Single by Eddy Arnold, The Tennessee Plowboy and His Guitar
- B-side: There's Not a Thing (I Wouldn’t Do for You)
- Published: February 22, 1949 by Hill and Range Songs, Inc., Hollywood, Calif.
- Released: January 21, 1949
- Recorded: December 21, 1948
- Studio: RCA Victor, New York City
- Genre: Country
- Length: 2:37
- Label: RCA Victor 48-0042
- Songwriter: Jenny Lou Carson

Eddy Arnold, The Tennessee Plowboy and His Guitar singles chronology
| "A Heart Full of Love (For a Handful of Kisses) / Then I Turned and Walked Slowly Away" (1948) | "Don't Rob Another Man's Castle" (1949) | "The Echo of Your Footsteps / One Kiss Too Many" (1949) |

= Don't Rob Another Man's Castle =

1949 song by Jenny Lou Carson

"Don't Rob Another Man's Castle" is a song written by Jenny Lou Carson.
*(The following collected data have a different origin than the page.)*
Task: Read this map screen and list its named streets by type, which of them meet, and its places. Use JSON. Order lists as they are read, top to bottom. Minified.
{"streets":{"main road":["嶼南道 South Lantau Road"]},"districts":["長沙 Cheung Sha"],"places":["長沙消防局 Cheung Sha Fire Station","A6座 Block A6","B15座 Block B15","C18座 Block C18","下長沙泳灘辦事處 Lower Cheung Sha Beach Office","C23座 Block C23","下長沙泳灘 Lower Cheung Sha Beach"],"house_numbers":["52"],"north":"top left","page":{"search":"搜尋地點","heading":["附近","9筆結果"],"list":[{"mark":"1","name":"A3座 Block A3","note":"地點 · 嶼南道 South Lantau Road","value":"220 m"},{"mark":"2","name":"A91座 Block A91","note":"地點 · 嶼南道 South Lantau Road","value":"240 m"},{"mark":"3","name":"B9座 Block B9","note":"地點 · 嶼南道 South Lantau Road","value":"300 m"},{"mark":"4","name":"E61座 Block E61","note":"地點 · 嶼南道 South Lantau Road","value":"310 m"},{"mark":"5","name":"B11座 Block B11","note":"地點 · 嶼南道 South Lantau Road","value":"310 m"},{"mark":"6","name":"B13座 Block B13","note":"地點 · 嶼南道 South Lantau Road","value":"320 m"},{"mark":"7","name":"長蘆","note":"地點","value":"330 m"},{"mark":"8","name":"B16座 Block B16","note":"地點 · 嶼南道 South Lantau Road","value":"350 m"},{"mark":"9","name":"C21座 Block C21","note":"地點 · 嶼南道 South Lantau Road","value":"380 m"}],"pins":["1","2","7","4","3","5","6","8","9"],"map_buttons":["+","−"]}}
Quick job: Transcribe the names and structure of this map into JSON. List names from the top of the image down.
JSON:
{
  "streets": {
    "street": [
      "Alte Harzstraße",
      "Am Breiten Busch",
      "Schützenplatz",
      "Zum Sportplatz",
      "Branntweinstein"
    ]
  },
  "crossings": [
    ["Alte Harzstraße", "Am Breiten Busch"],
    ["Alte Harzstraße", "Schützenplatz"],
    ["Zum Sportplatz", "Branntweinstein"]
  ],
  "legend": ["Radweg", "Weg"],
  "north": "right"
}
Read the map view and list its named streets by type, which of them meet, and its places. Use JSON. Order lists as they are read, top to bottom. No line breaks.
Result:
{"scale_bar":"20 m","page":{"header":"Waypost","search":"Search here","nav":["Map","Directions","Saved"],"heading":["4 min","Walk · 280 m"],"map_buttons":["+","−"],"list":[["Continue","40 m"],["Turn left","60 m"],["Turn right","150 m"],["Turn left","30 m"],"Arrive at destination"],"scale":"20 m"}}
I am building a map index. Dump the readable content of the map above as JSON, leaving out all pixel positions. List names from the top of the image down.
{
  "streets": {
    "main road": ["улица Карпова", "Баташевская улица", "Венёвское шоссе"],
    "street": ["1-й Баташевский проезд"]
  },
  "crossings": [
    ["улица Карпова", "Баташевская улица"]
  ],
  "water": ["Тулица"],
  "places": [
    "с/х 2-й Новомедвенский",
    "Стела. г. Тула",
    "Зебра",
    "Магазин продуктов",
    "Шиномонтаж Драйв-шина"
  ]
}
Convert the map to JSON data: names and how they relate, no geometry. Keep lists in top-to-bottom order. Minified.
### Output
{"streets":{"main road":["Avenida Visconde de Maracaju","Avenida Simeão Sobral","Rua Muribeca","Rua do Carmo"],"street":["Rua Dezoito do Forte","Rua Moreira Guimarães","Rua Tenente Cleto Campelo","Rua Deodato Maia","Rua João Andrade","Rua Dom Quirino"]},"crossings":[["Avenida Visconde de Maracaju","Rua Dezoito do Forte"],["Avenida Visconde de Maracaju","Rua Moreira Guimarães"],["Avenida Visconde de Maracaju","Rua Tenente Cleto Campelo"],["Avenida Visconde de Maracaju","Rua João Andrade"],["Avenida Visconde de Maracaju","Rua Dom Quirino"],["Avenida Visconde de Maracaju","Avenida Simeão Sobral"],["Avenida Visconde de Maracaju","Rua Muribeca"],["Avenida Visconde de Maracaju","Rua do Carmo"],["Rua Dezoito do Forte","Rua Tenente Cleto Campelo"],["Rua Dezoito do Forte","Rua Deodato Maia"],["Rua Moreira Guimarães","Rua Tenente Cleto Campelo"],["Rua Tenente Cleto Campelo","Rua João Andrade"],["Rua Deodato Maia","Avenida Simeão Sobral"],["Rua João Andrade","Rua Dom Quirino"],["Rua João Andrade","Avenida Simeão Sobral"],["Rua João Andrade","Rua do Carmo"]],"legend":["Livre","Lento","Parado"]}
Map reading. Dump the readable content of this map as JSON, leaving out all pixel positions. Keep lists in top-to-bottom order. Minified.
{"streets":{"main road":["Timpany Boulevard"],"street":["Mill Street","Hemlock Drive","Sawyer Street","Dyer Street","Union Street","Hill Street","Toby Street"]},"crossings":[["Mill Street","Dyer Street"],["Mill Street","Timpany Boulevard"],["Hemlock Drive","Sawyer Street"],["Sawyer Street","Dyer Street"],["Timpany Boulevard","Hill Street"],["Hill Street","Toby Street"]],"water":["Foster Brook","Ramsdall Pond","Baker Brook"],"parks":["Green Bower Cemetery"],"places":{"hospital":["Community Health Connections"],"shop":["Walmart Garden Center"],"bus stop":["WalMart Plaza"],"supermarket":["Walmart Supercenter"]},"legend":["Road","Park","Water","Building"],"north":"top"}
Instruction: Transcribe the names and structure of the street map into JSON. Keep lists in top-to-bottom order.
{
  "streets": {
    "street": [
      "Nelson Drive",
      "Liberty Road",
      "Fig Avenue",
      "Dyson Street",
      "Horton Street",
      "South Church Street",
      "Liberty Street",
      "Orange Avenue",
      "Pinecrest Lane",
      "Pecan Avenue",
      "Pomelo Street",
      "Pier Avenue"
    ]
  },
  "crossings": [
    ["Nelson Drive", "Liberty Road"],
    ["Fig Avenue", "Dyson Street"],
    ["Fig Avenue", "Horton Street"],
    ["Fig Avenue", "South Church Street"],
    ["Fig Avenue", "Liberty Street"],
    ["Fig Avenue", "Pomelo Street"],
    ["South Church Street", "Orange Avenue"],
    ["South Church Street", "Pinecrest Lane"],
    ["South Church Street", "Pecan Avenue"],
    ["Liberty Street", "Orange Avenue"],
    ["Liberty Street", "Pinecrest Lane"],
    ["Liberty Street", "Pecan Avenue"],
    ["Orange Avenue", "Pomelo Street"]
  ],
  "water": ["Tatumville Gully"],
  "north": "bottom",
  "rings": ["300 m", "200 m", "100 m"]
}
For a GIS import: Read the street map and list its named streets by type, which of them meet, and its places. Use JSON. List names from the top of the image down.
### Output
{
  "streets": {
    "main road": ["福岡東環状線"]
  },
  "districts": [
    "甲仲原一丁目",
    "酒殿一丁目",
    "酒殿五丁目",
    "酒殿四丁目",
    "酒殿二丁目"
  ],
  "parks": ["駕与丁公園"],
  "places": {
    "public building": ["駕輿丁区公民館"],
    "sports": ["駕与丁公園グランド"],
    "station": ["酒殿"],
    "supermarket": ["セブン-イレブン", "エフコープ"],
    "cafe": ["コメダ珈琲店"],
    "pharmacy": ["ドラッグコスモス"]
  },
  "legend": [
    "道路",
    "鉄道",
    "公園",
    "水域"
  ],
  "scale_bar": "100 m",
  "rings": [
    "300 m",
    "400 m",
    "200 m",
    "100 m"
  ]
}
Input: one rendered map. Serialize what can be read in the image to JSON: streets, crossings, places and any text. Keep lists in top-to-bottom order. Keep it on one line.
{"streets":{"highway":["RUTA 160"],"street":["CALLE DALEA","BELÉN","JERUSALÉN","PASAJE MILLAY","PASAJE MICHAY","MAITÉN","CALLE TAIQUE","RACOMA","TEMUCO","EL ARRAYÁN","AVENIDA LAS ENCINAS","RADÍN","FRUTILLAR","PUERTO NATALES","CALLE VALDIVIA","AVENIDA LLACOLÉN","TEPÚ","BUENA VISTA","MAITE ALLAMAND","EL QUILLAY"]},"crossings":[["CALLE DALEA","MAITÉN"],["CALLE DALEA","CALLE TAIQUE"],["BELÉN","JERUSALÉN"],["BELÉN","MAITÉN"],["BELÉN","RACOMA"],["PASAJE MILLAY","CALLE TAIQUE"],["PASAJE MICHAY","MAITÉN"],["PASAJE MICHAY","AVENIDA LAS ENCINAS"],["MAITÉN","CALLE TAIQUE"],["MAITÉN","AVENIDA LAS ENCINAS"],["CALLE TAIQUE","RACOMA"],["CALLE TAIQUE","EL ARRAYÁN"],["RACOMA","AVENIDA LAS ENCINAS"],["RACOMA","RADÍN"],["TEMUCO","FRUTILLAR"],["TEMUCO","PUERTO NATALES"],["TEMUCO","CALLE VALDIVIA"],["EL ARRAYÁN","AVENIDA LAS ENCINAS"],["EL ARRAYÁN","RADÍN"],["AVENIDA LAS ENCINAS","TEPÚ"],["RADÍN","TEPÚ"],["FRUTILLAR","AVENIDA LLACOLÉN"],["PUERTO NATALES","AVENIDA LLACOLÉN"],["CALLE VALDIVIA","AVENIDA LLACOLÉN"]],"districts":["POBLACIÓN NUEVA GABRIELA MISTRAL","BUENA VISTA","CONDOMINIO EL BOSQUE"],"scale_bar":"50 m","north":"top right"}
First recorded by Eddy Arnold on December 21, 1948 at RCA Victor Studio 1 at 155 East 24th St. in New York City, the song reached No. 1 on the Billboard Folk Best Seller chart in 1949.

==Cover versions==
- Later in 1949, Ernest Tubb and The Andrews Sisters along with The Texas Troubadors, took their version of the song to No. 10 on the Folk Best Seller List.
- in 1952, Guy Mitchell with accompaniment by Mitch Miller and his orchestra released their version.